> _WORK TASK_:
With the records below as your source, retype each line exactly from the top down to the line that contains "position:relative; width:1116px; height:1692px;", and include that line.

──────── GIVEN DATA

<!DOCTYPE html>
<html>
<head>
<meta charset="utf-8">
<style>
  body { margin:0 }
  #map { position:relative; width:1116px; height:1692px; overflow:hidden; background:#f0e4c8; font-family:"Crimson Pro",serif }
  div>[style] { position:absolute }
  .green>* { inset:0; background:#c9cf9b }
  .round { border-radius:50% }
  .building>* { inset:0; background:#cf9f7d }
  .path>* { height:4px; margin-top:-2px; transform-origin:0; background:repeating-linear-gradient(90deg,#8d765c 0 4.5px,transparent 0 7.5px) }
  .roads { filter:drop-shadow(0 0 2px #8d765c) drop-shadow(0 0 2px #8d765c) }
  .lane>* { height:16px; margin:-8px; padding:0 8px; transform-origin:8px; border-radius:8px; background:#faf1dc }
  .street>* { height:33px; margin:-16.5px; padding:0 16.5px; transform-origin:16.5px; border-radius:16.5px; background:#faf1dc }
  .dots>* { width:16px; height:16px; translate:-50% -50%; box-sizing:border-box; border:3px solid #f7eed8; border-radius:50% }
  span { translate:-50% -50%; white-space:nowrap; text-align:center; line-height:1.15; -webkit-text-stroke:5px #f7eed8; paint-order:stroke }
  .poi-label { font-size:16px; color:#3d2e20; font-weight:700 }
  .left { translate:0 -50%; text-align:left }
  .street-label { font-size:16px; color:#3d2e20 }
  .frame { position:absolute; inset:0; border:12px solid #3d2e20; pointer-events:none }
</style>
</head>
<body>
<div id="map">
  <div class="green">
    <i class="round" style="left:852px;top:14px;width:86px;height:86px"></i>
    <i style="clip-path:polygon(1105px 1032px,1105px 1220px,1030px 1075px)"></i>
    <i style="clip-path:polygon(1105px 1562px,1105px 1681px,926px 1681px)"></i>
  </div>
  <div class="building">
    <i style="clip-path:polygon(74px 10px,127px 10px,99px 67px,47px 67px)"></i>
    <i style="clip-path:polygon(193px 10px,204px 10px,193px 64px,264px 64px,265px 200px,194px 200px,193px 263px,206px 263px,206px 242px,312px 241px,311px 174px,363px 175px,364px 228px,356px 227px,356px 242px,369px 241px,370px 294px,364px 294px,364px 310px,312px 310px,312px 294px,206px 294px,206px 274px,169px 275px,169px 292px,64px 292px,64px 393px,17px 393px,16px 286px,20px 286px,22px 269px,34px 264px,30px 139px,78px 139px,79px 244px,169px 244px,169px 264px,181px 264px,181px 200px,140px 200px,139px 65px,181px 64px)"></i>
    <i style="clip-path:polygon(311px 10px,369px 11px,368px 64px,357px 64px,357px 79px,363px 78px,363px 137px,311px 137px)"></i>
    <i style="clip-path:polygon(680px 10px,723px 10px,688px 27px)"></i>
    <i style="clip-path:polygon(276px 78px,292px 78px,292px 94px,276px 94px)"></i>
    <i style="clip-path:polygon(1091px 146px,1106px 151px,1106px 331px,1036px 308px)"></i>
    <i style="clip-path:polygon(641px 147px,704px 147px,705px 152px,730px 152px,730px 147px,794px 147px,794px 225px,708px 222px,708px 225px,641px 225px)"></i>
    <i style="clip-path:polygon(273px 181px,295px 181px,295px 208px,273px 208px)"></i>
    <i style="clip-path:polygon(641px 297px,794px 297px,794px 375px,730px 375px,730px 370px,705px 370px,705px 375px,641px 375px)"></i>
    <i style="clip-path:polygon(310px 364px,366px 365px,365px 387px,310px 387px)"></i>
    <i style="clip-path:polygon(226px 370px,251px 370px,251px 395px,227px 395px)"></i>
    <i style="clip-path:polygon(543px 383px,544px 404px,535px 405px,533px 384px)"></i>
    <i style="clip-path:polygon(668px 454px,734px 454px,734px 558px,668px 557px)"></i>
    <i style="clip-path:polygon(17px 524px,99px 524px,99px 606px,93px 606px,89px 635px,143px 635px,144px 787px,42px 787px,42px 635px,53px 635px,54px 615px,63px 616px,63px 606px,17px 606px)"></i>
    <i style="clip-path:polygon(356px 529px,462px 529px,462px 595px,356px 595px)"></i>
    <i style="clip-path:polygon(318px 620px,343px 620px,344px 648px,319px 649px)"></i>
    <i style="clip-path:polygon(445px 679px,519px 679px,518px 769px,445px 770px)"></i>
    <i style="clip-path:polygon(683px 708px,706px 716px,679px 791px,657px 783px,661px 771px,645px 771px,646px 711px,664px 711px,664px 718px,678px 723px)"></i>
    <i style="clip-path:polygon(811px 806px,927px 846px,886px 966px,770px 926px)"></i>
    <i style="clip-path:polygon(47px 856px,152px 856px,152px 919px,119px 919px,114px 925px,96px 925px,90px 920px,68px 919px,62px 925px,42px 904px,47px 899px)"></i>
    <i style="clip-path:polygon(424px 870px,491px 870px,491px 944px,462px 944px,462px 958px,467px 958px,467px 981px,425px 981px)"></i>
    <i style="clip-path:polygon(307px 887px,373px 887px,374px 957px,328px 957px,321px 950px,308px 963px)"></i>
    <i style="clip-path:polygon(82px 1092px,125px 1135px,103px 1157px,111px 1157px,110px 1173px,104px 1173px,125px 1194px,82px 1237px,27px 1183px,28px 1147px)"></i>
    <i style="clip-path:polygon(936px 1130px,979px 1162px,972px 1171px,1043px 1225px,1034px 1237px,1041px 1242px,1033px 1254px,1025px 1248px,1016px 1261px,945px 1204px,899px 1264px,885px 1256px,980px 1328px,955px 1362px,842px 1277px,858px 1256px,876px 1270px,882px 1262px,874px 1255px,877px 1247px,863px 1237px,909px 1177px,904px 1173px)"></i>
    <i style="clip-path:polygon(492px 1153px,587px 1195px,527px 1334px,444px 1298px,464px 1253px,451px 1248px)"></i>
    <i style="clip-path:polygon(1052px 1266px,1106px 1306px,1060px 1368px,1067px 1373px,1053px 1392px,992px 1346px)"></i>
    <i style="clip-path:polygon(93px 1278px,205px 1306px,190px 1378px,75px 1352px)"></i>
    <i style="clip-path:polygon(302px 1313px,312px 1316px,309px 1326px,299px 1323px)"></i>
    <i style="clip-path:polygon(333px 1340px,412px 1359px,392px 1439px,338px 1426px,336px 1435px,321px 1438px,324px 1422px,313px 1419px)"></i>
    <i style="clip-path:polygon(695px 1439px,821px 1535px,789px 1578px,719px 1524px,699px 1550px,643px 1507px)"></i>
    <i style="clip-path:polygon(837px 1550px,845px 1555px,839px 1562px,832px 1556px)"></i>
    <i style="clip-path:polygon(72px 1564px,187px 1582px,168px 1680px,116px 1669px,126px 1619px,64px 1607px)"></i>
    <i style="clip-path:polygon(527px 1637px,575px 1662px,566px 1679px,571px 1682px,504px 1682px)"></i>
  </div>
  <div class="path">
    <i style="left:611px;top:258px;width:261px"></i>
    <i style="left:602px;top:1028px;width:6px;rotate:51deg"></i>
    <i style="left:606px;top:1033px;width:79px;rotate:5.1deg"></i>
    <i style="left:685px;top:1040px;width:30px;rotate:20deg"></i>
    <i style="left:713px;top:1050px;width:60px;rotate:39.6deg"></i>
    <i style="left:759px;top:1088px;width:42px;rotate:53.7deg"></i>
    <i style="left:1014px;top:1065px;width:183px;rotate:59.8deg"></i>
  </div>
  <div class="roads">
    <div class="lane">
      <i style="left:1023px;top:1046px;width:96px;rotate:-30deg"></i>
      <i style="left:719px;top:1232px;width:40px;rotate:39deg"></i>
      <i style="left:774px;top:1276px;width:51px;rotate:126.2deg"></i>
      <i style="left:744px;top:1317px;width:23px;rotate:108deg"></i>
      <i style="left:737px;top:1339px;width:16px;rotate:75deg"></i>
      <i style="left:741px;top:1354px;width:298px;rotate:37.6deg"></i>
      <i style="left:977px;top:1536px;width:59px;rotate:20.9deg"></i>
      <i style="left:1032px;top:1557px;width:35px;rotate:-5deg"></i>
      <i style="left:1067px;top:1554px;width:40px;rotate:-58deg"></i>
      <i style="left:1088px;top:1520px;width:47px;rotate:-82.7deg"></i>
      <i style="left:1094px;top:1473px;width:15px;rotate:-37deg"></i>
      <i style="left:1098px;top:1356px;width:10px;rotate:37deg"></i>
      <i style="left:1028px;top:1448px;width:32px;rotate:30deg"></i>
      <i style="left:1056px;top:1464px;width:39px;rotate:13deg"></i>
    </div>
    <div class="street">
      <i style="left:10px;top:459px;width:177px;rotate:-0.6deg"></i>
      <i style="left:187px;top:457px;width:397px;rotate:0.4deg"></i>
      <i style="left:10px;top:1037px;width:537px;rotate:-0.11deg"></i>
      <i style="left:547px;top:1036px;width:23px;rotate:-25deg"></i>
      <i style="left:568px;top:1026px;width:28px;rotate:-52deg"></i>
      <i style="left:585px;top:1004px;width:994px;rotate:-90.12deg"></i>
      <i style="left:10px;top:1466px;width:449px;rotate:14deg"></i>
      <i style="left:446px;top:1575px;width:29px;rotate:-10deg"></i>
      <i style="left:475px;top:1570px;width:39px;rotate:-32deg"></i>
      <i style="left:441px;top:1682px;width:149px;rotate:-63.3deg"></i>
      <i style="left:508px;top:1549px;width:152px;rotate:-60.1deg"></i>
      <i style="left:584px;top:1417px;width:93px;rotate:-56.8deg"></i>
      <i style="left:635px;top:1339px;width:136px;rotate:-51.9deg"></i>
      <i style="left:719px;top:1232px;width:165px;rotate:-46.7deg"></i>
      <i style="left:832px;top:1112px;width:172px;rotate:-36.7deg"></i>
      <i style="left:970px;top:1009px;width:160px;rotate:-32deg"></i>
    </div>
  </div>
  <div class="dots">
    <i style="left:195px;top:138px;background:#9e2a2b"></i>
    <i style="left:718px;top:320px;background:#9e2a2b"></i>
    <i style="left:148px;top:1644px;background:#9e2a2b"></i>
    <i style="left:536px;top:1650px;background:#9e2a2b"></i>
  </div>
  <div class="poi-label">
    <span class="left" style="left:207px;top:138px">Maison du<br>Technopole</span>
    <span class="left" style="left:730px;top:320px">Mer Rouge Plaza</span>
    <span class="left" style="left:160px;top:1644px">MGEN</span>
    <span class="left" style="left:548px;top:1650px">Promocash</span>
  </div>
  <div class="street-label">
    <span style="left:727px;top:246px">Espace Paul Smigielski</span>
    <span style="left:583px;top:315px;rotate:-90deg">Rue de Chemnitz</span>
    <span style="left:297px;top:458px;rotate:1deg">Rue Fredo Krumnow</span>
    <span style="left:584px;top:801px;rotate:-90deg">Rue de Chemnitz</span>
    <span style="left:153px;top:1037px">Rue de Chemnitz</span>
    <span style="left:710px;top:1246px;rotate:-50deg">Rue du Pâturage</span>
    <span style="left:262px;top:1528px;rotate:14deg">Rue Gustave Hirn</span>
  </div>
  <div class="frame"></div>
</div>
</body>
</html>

────────────────

> _TASK RESULT_:
<!DOCTYPE html>
<html>
<head>
<meta charset="utf-8">
<style>
  body { margin:0 }
  #map { position:relative; width:1116px; height:1692px; overflow:hidden; background:#f0e4c8; font-family:"Crimson Pro",serif }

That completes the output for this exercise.